Fierce fighting in Ukraine's east slowing Russian advance
Ukraine on Saturday claimed it was holding back a Russian assault in the eastern Donbas region and vowed to extract its last remaining fighters from a besieged steel plant.
The G7 group of the world's top industrialised nations meanwhile reiterated it would "never recognise" the borders Russia has attempted to redraw through aggression and pledged more sanctions to tighten the screw on Moscow.
Ukraine's head of military intelligence, however, predicted a turning point in the months ahead, and claimed that one of Europe's biggest conflicts since World War II could even be over by the end of the year.
Russia, which sent in troops to Ukraine on February 24, has increasingly turned its attention to eastern Ukraine since the end of March, after failing to take the capital Kyiv.
Western analysts believe President Vladimir Putin has his sights on annexing southern and eastern Ukraine in the months ahead but his troops have appeared to be encountering stiff resistance.
The governor of the eastern Lugansk region, Serhiy Gaidai, said Ukrainian forces had prevented Russian attempts to cross a river and encircle the city of Severodonetsk.
"There's heavy fighting on the border with Donetsk region," Gaidai said, reporting big Russian losses of equipment and personnel.
"From interceptions (phone calls), we understand that a whole (Russian) battalion has refused to attack, because they see what's happening."
Aerial images showed dozens of destroyed armoured vehicles on the river bank and wrecked pontoon bridges.
- 'Counter-attack' -
UK military intelligence also said Russian forces had sustained heavy losses as they attempted the river crossing.
The highly risky manoeuvre reflected "the pressure the Russian commanders are under to make progress in their operations in eastern Ukraine", it added.
Russian forces had "failed to make any significant advances despite concentrating forces in this area", it said.
In Washington, a senior US defence official said most of the activity was now in the Donbas area.

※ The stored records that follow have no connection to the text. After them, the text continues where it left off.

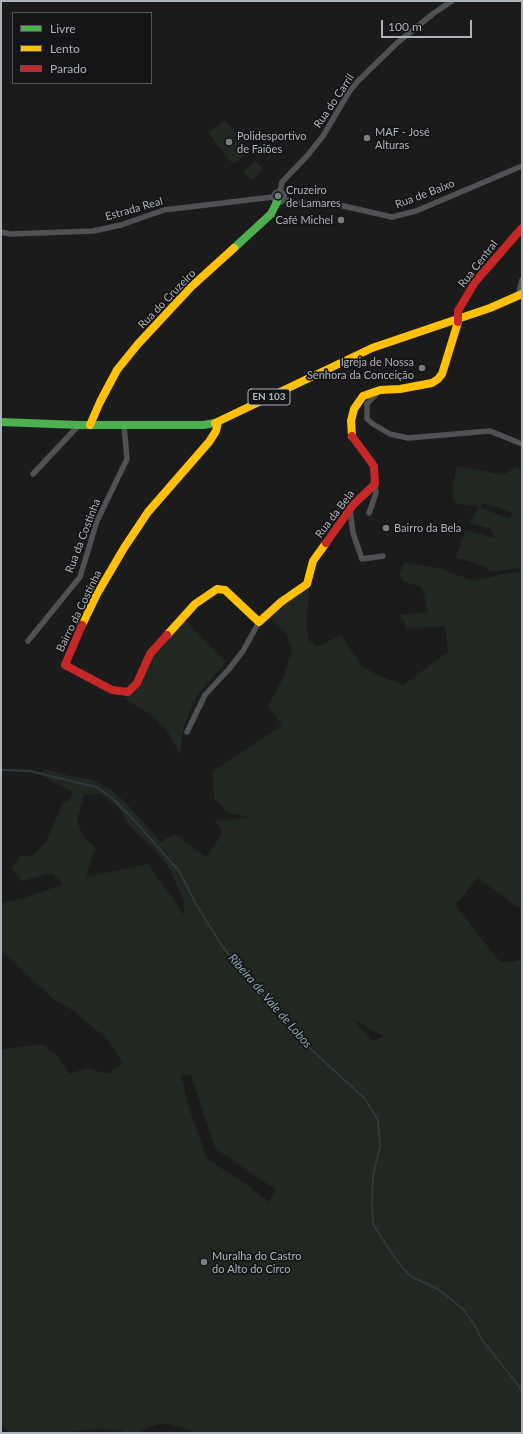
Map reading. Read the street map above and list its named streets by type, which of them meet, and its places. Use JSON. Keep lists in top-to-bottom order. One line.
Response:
{"streets":{"street":["Rua do Carril","Rua de Baixo","Estrada Real","Rua Central","Rua do Cruzeiro","EN 103","Rua da Bela","Rua da Costinha","Bairro da Costinha"]},"crossings":[["Rua do Carril","Rua de Baixo"],["Rua do Carril","Estrada Real"],["Rua do Carril","Rua do Cruzeiro"],["Rua de Baixo","Estrada Real"],["Rua de Baixo","Rua do Cruzeiro"],["Estrada Real","Rua do Cruzeiro"],["Rua Central","EN 103"],["Rua do Cruzeiro","EN 103"],["EN 103","Rua da Costinha"],["EN 103","Bairro da Costinha"],["Rua da Bela","Bairro da Costinha"]],"water":["Ribeira de Vale de Lobos"],"places":["MAF - José Alturas","Polidesportivo de Faiões","Cruzeiro de Lamares","Café Michel","Igreja de Nossa Senhora da Conceição","Bairro da Bela","Muralha do Castro do Alto do Circo"],"legend":["Livre","Lento","Parado"],"scale_bar":"100 m"}
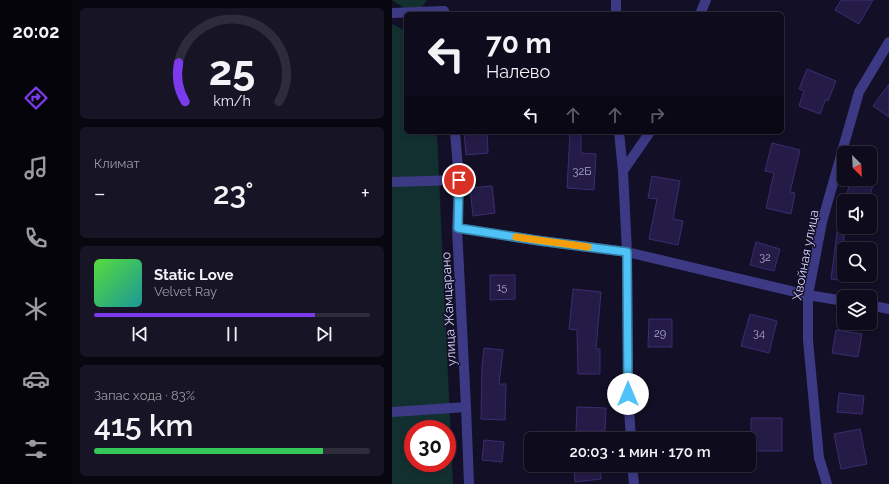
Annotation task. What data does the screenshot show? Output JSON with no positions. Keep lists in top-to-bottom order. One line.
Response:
{"streets":{"street":["Хвойная улица","улица Жамцарано"]},"house_numbers":["32Б","32","15","29","34"],"north":"bottom right","page":{"tabs":"20:02","turn":["70 m","Налево"],"tile":["Климат",["Запас хода · 83%","415 km"]],"heat":["−","23°","+"],"song":["Static Love","Velvet Ray"],"limit":"30","trip":"20:03 · 1 мин · 170 m","gauge":["25","km/h"]}}
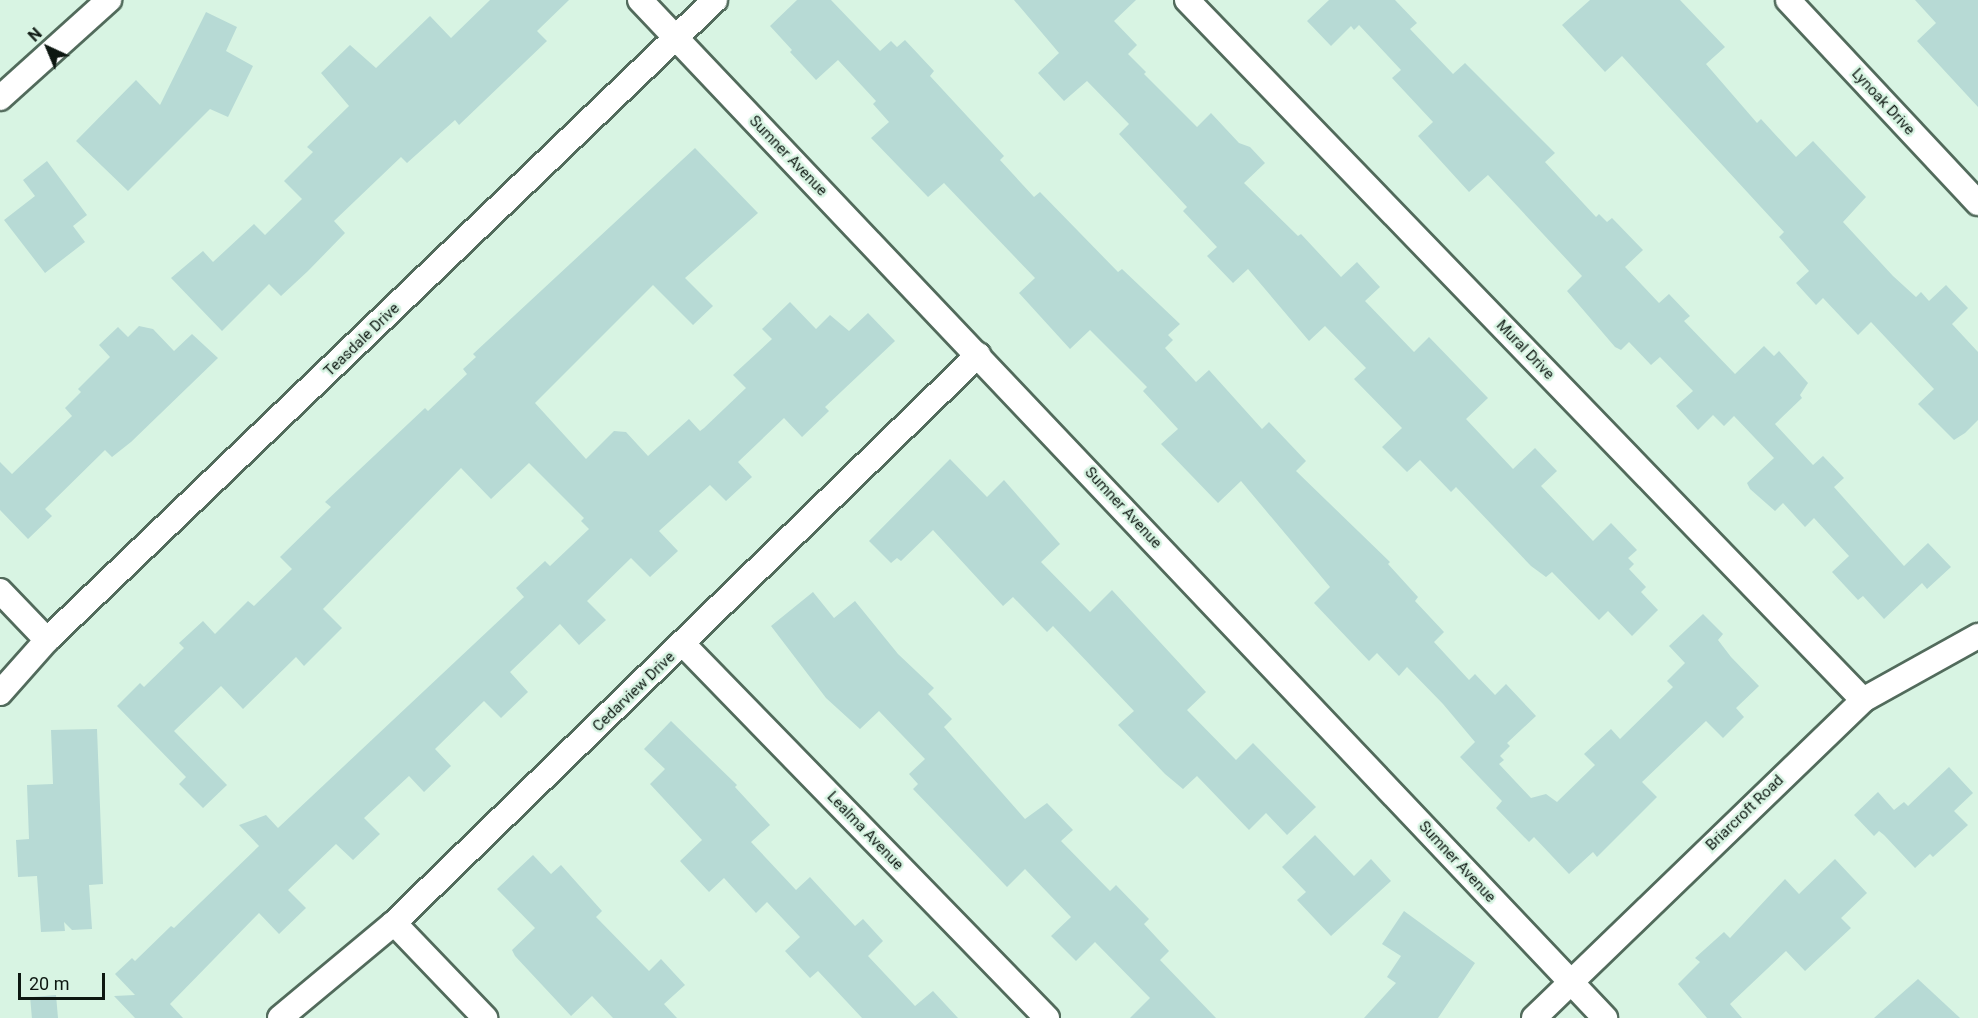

Kharkiv regional governor Oleh Synegubov meanwhile said in a video on Telegram that Ukrainian forces were counter-attacking in the direction of the northeastern city of Izium.
The Ukrainian General Staff said troops had managed to push Russian troops out of the Kharkiv, a priority target for Moscow.
"The enemy's main efforts are focused on ensuring the withdrawal of its units from the city of Kharkiv," a spokesman said.
Ukrainian President Volodymyr Zelensky on Friday said his troops would fight to recapture all occupied territory, and those under siege.
That included those in the southern port city of Mariupol, where the last defenders are holed up in the vast Azovstal steelworks.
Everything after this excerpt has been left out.